Next-generation PCIe key to composable infrastructure progress
High-performance computing and AI environments are just two strong uses for composable architecture. Explore benefits and drawbacks of PCIe in composable systems.
IT is littered with promising ideas that never take hold. As interest in composable infrastructure flatlined over the past five years, one can be forgiven for putting the technology for disaggregating hardware resources from their host in the category of failed ideas. We're not ready to give up on the concept yet, though the little usage data that is available isn't promising.
A survey of IT executives and managers by Statista found that only 11% of respondents had production implementations of composable systems, while a majority of 52% wasn't interested in the technology. Indeed, composable infrastructure had the lowest level of interest among the 10 technologies surveyed.

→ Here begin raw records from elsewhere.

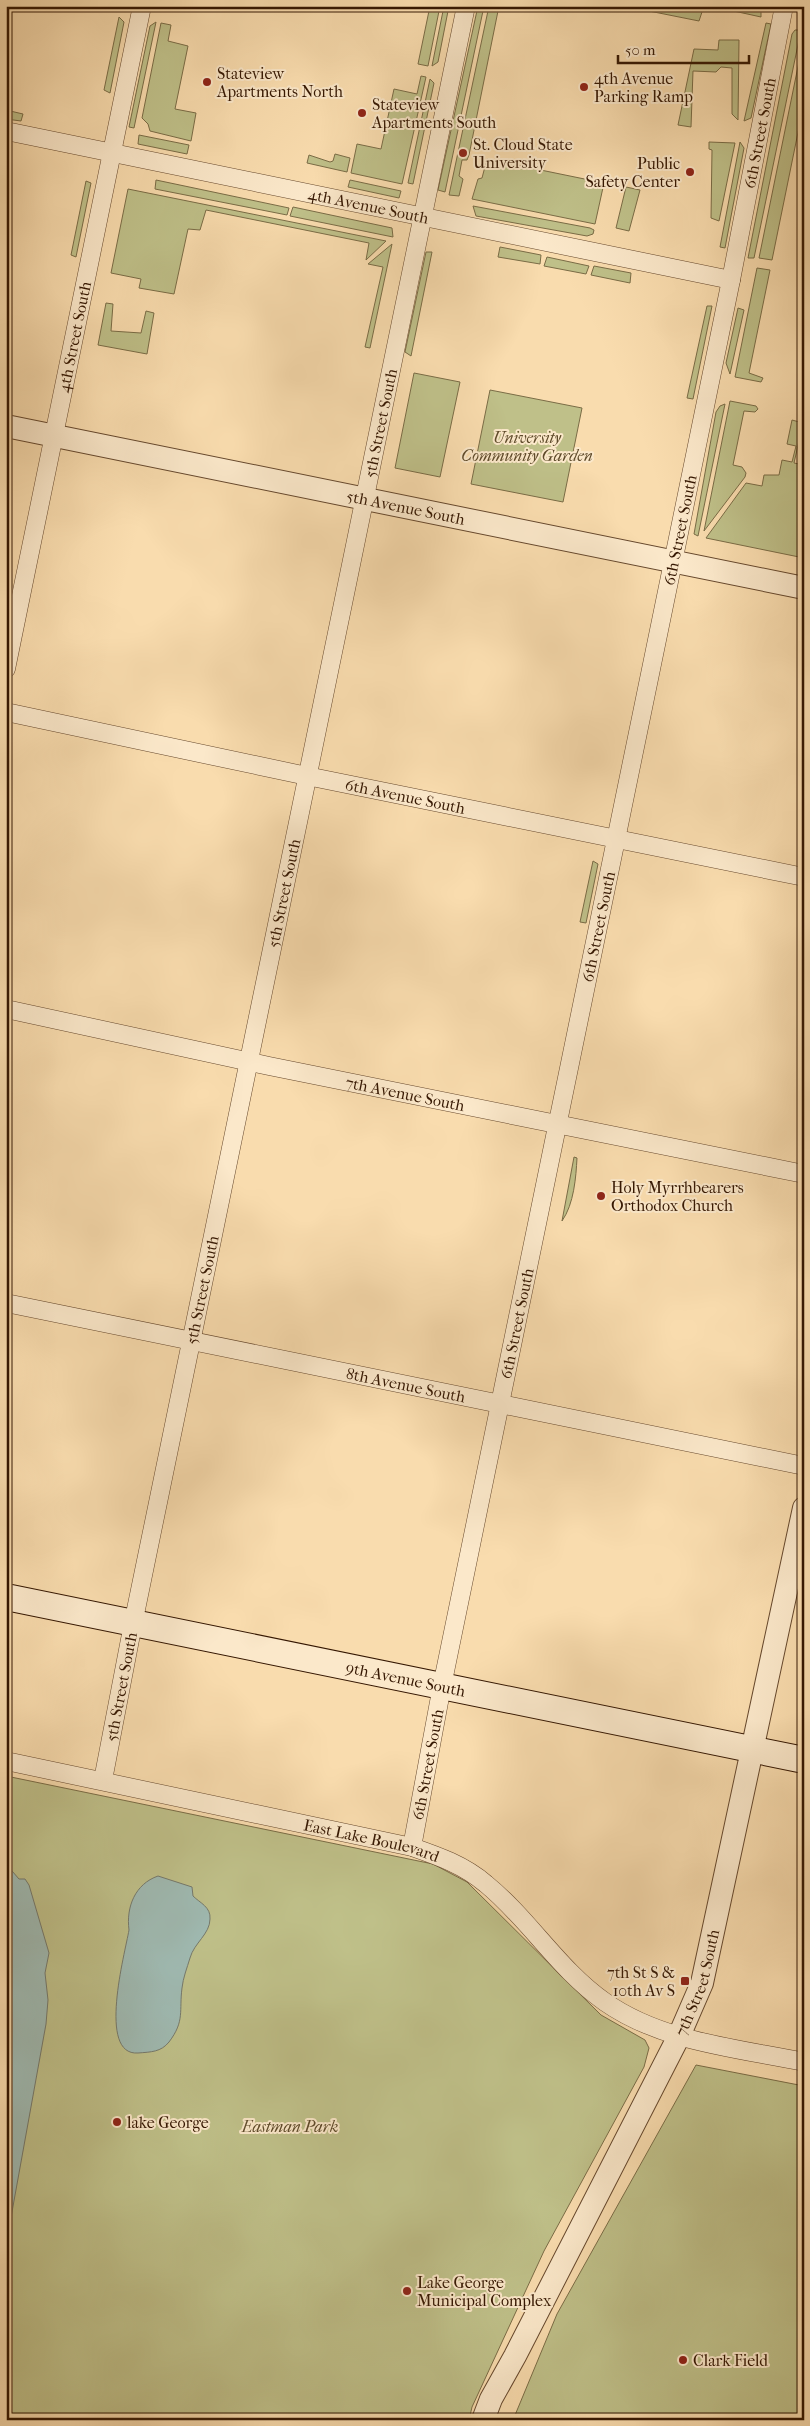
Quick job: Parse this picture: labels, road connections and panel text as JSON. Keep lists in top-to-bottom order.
{
  "streets": {
    "main road": ["9th Avenue South"],
    "street": [
      "6th Street South",
      "4th Avenue South",
      "4th Street South",
      "5th Street South",
      "5th Avenue South",
      "6th Avenue South",
      "7th Avenue South",
      "8th Avenue South",
      "East Lake Boulevard",
      "7th Street South"
    ]
  },
  "crossings": [
    ["6th Street South", "4th Avenue South"],
    ["6th Street South", "5th Avenue South"],
    ["6th Street South", "6th Avenue South"],
    ["6th Street South", "7th Avenue South"],
    ["6th Street South", "8th Avenue South"],
    ["6th Street South", "9th Avenue South"],
    ["6th Street South", "East Lake Boulevard"],
    ["4th Avenue South", "4th Street South"],
    ["4th Avenue South", "5th Street South"],
    ["4th Street South", "5th Avenue South"],
    ["5th Street South", "5th Avenue South"],
    ["5th Street South", "6th Avenue South"],
    ["5th Street South", "7th Avenue South"],
    ["5th Street South", "8th Avenue South"],
    ["5th Street South", "9th Avenue South"],
    ["5th Street South", "East Lake Boulevard"],
    ["9th Avenue South", "7th Street South"],
    ["East Lake Boulevard", "7th Street South"]
  ],
  "parks": ["University Community Garden", "Eastman Park"],
  "places": {
    "other": [
      "Stateview Apartments North",
      "4th Avenue Parking Ramp",
      "Stateview Apartments South",
      "St. Cloud State University",
      "Public Safety Center",
      "Holy Myrrhbearers Orthodox Church",
      "lake George",
      "Lake George Municipal Complex",
      "Clark Field"
    ],
    "transit": ["7th St S & 10th Av S"]
  },
  "scale_bar": "50 m"
}
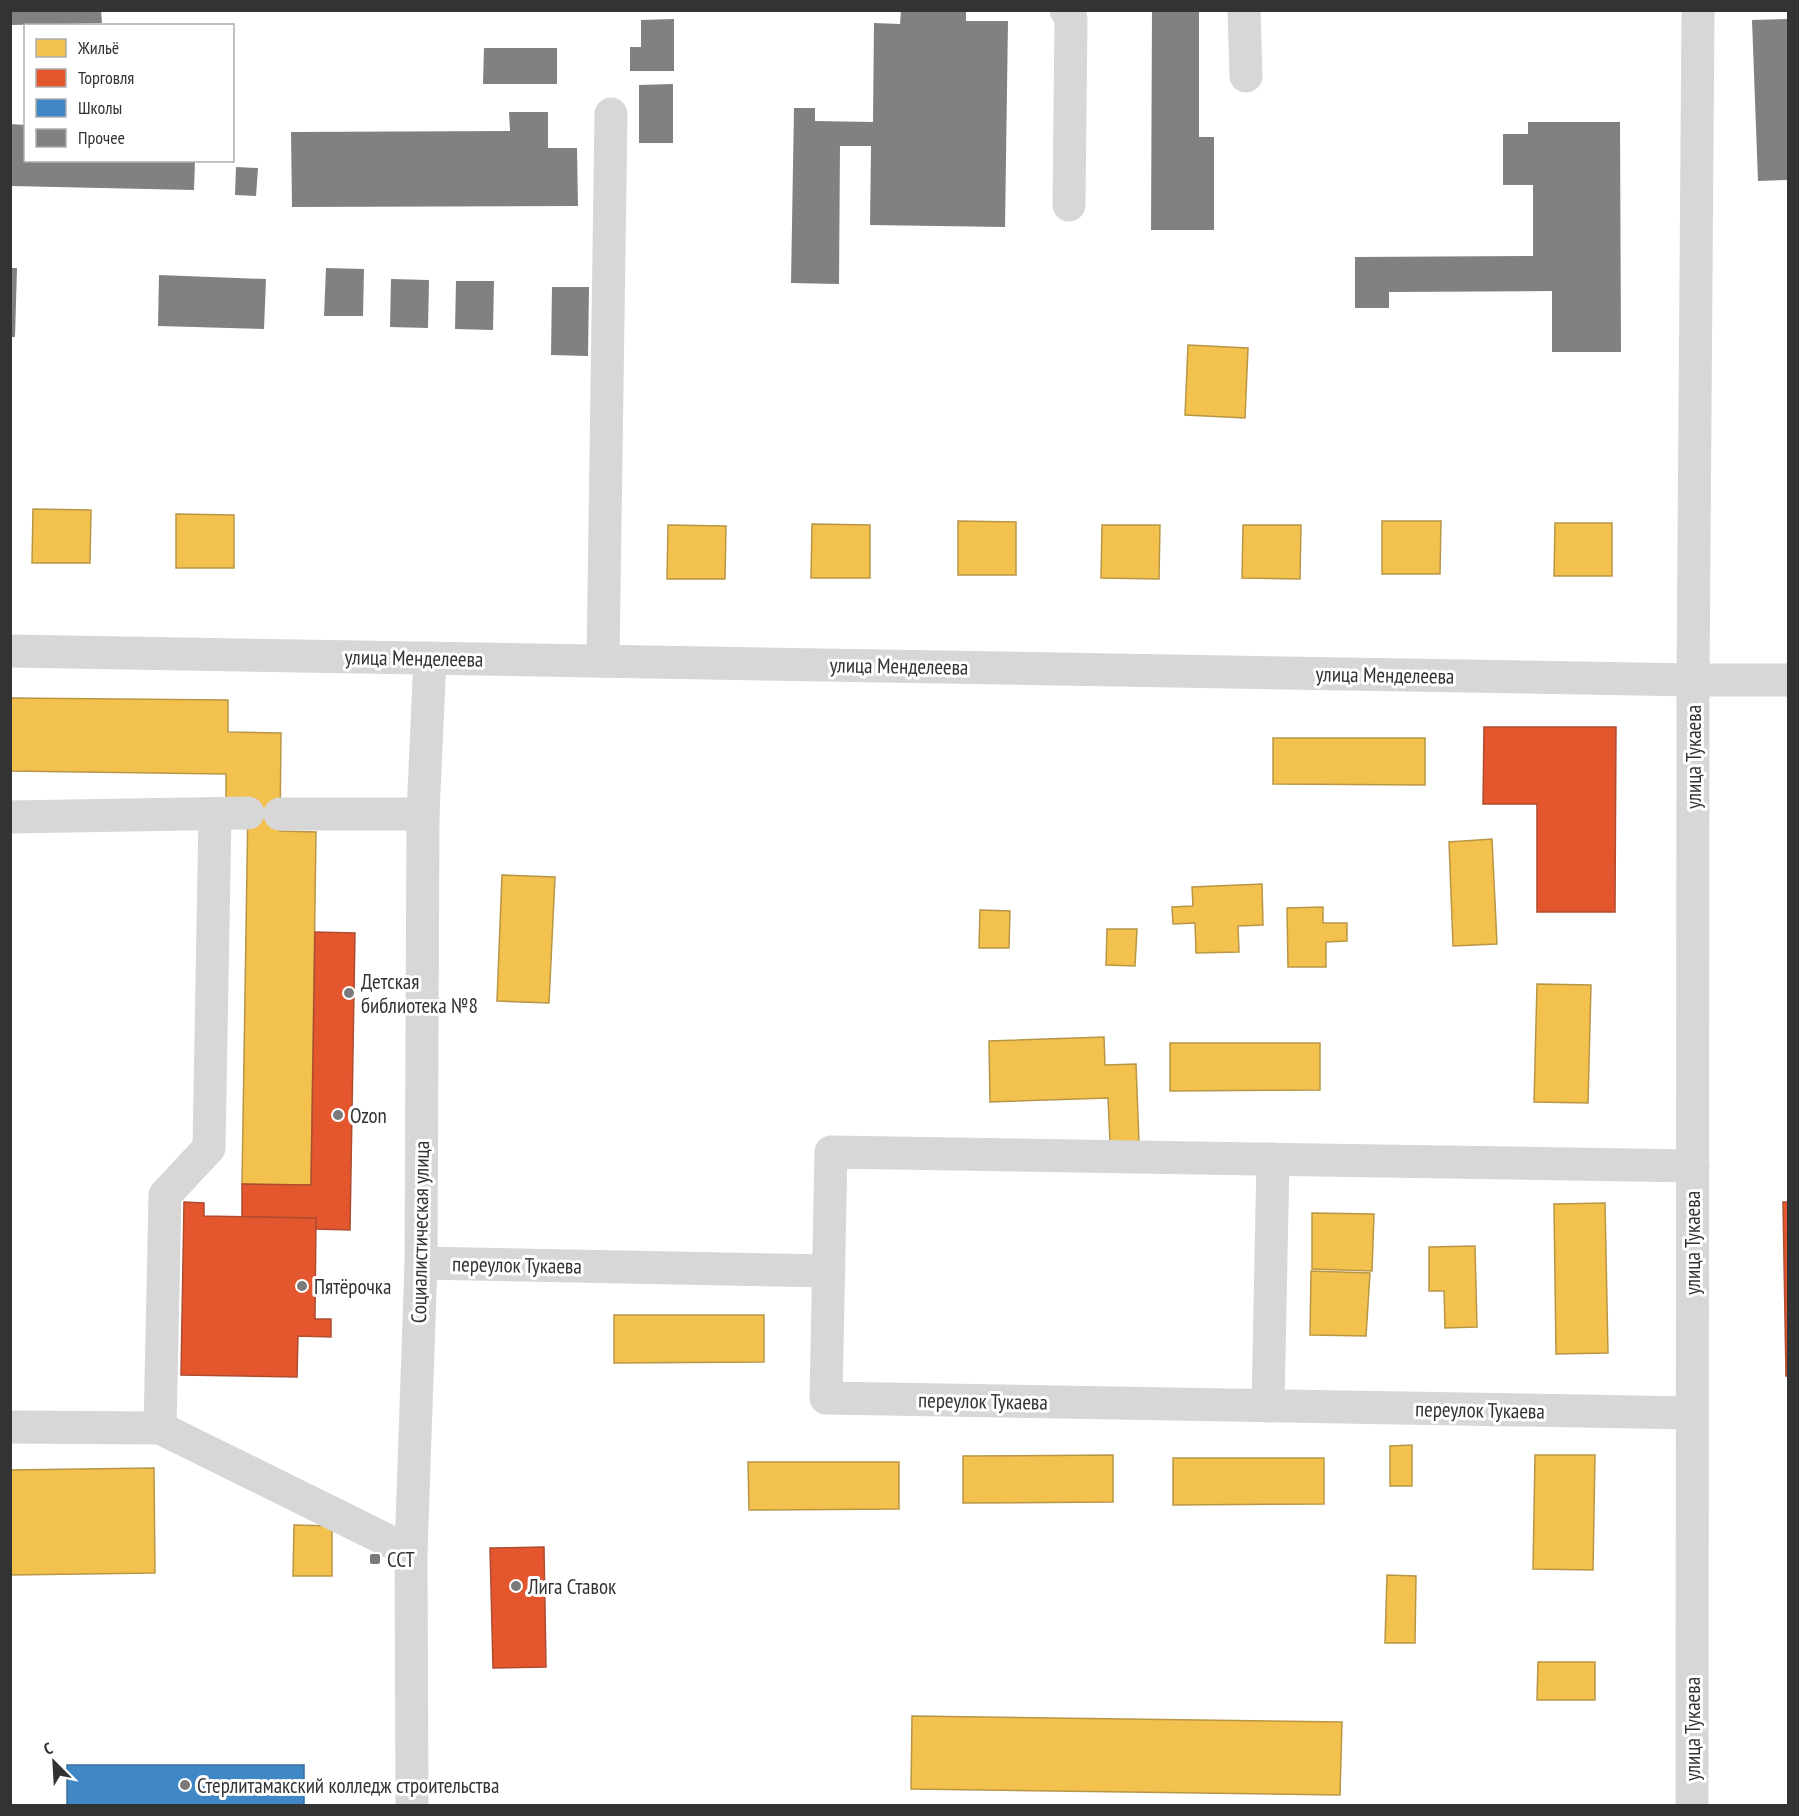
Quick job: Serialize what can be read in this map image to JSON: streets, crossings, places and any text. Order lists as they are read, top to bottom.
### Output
{
  "streets": {
    "street": [
      "улица Менделеева",
      "улица Тукаева",
      "Социалистическая улица",
      "переулок Тукаева"
    ]
  },
  "crossings": [
    ["улица Менделеева", "улица Тукаева"],
    ["улица Менделеева", "Социалистическая улица"],
    ["улица Тукаева", "переулок Тукаева"],
    ["Социалистическая улица", "переулок Тукаева"]
  ],
  "places": {
    "other": [
      "Детская библиотека №8",
      "Ozon",
      "Пятёрочка",
      "Лига Ставок",
      "Стерлитамакский колледж строительства"
    ],
    "transit": ["ССТ"]
  },
  "legend": [
    "Жильё",
    "Торговля",
    "Школы",
    "Прочее"
  ],
  "north": "top left"
}
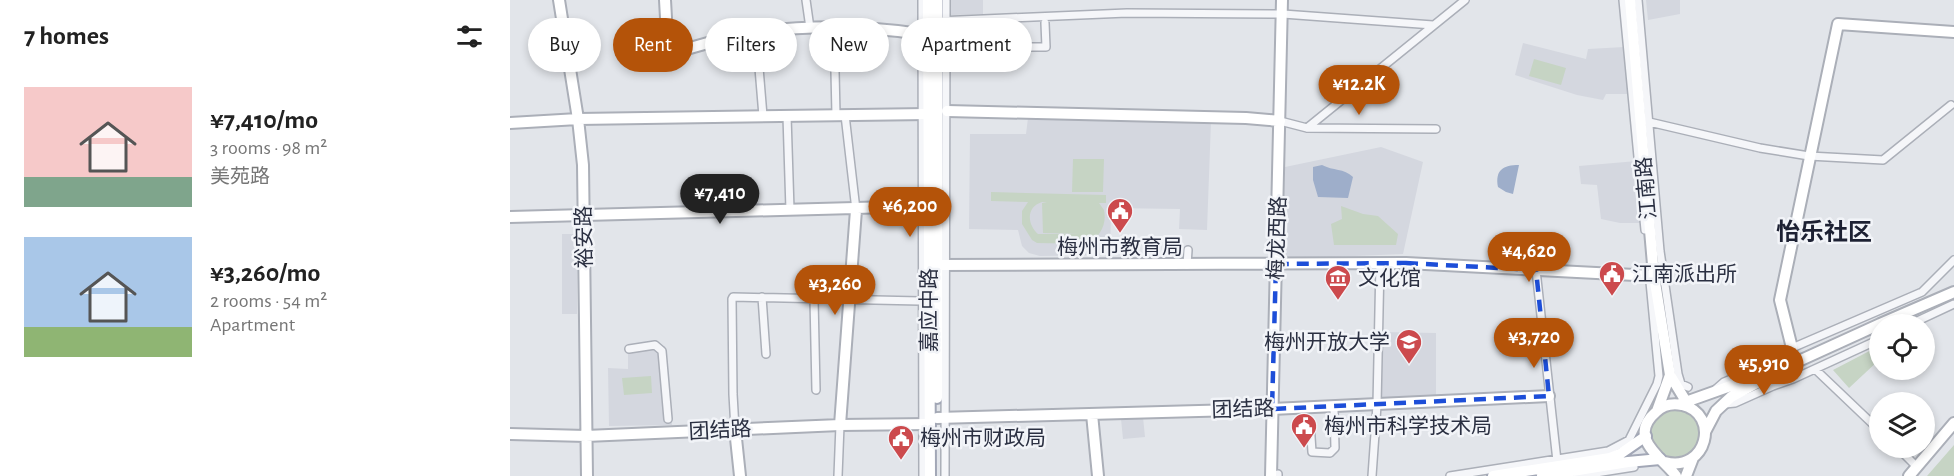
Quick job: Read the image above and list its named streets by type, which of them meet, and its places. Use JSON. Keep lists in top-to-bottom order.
{
  "streets": {
    "street": [
      "江南路",
      "裕安路",
      "梅龙西路",
      "嘉应中路",
      "团结路"
    ]
  },
  "crossings": [
    ["裕安路", "团结路"],
    ["梅龙西路", "团结路"],
    ["嘉应中路", "团结路"]
  ],
  "districts": ["怡乐社区"],
  "places": {
    "public building": [
      "梅州市教育局",
      "江南派出所",
      "梅州市科学技术局",
      "梅州市财政局"
    ],
    "museum": ["文化馆"],
    "school or university": ["梅州开放大学"]
  },
  "page": {
    "heading": "7 homes",
    "chip": [
      "Buy",
      "Rent",
      "Filters",
      "New",
      "Apartment"
    ],
    "price": [
      "¥12.2K",
      "¥7,410",
      "¥6,200",
      "¥4,620",
      "¥3,260",
      "¥3,720",
      "¥5,910"
    ],
    "list": [
      {
        "name": "¥7,410/mo",
        "note": "3 rooms · 98 m² · 美苑路"
      },
      {
        "name": "¥3,260/mo",
        "note": "2 rooms · 54 m² · Apartment"
      }
    ]
  }
}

Nonetheless, there have been some significant product developments in the last couple of years. These developments provide hope for composable evangelists that the concept will find a home within the enterprise, particularly in organizations that build large clusters for high-performance computing (HPC) and AI workloads.
Hardware composability: Background and technology
The idea for composable hardware goes back about a decade when Calxeda built a scale-out, modular Arm server with integrated 10 Gigabit Ethernet fabric. It was fast for the time and linked adjacent nodes in the chassis. Calxeda -- since defunct but whose intellectual property is now used by Silver Lining Systems -- was initially tapped by HP for its Project Moonshot servers, arguably the first attempt at building a composable hardware-software system. However, HP subsequently ditched it for Intel's new Atom processors. Moonshot has since evolved into HPE's Synergy lineup.
The concept evolved further when another startup, Liqid, launched in 2015 with a new approach to composable hardware based on PCIe fabrics. The centerpieces of Liqid's system include PCIe switches based on Broadcom components. A software management system helps configure and connect bare-metal servers composed of CPU, memory, network interface card (NIC), storage, GPU and field programmable gate array (FPGA) resources pooled in attached servers and expansion chassis.
Liqid initially used an internally designed switch built around silicon from PLX. It later adopted Broadcom's PEX8700 and PEX9700 PCIe Gen 3.0 switch silicon. In mid-2020, Liqid and Broadcom collaborated on a PCIe Gen 4.0 reference design. The collaboration uses Broadcom's PEX88000 switch that doubles the throughput over its Gen 3.0 part, with a bandwidth of 256 gigatransfers per second, per port. The switches are available in 24- or 48-port configurations. Each port defaults to four PCIe lanes, configurable to x8 or x16, with 100 nanosecond port-to-port latency.
PCIe makes an ideal interconnect for server clusters and composable infrastructure because of its ubiquity in modern processors, high bandwidth (64 Gbps per lane), low latency, lossless transport and direct memory access (DMA) support. Its nontransparent bridging feature enables the host processor to see switch ports as PCIe endpoints. Gen 4.0 switches, like the Broadcom PEX88000, embed an Arm processor for configuration, management and handling hot-plug events. They provide nonblocking, line-speed performance with features such as I/O sharing and DMA.
Drawbacks of PCIe include higher port costs than Ethernet and severe limitations on cable length that confine fabrics to a server rack. Consequently, Ethernet and InfiniBand have emerged as alternatives for composable infrastructure. For example, Liqid announced multifabric support for composability of all resource types -- CPU, memory, GPU, NIC, FPGA and storage -- across all major fabric types, including PCIe Gen 3.0, Gen 4.0, Ethernet and InfiniBand. In contrast, HPE only supports Ethernet -- and Fibre Channel (FC) for storage -- in its Synergy composable product.
Applications for composable architecture
Composable infrastructure was initially proposed as a way to cost-effectively share expensive GPUs in an AI environment, particularly for more computationally intense model training. However, composable is also viable for HPC clusters and bare-metal cloud infrastructure, particularly for smaller, niche providers. It also works for multi-tenant edge compute clusters, for example, in 5G base stations or cloud "micro" regions. Multinode composable fabrics, using PCIe-to-NVMe, NVMe-oF, FC or InfiniBand, are a popular option for distributed, scale-out storage systems in which pools of NVMe disks are shared with a server cluster.
Although unrelated to PCIe fabrics, PCIe NIC, GPU and FPGA cards are increasingly shared and virtually carved up among multiple VMs that use technologies such as Nvidia virtual GPU, FPGA sharing, SmartNICs and data processing units (DPUs). For example, VMware recently introduced Project Monterey to extend some features of VMware Cloud Foundation to DPUs like Nvidia's BlueField-2. The software enables the DPU's multiple Arm cores to host an ESXi instance that offloads network and storage services from the host CPU.
Longer term, Kit Colbert, VMware Cloud's CTO, sees Monterey evolving to support multiple hosts and other hardware accelerators.
"[The project] enables us to rethink cluster architecture and to make clusters more dynamic, more API-driven and more optimized to application needs," he said in a blog post. "We enable this through hardware composability."
The options to share and dynamically allocate hardware resources across servers are multiplying. They provide wider access to hardware accelerators and lower costs through greater resource utilization.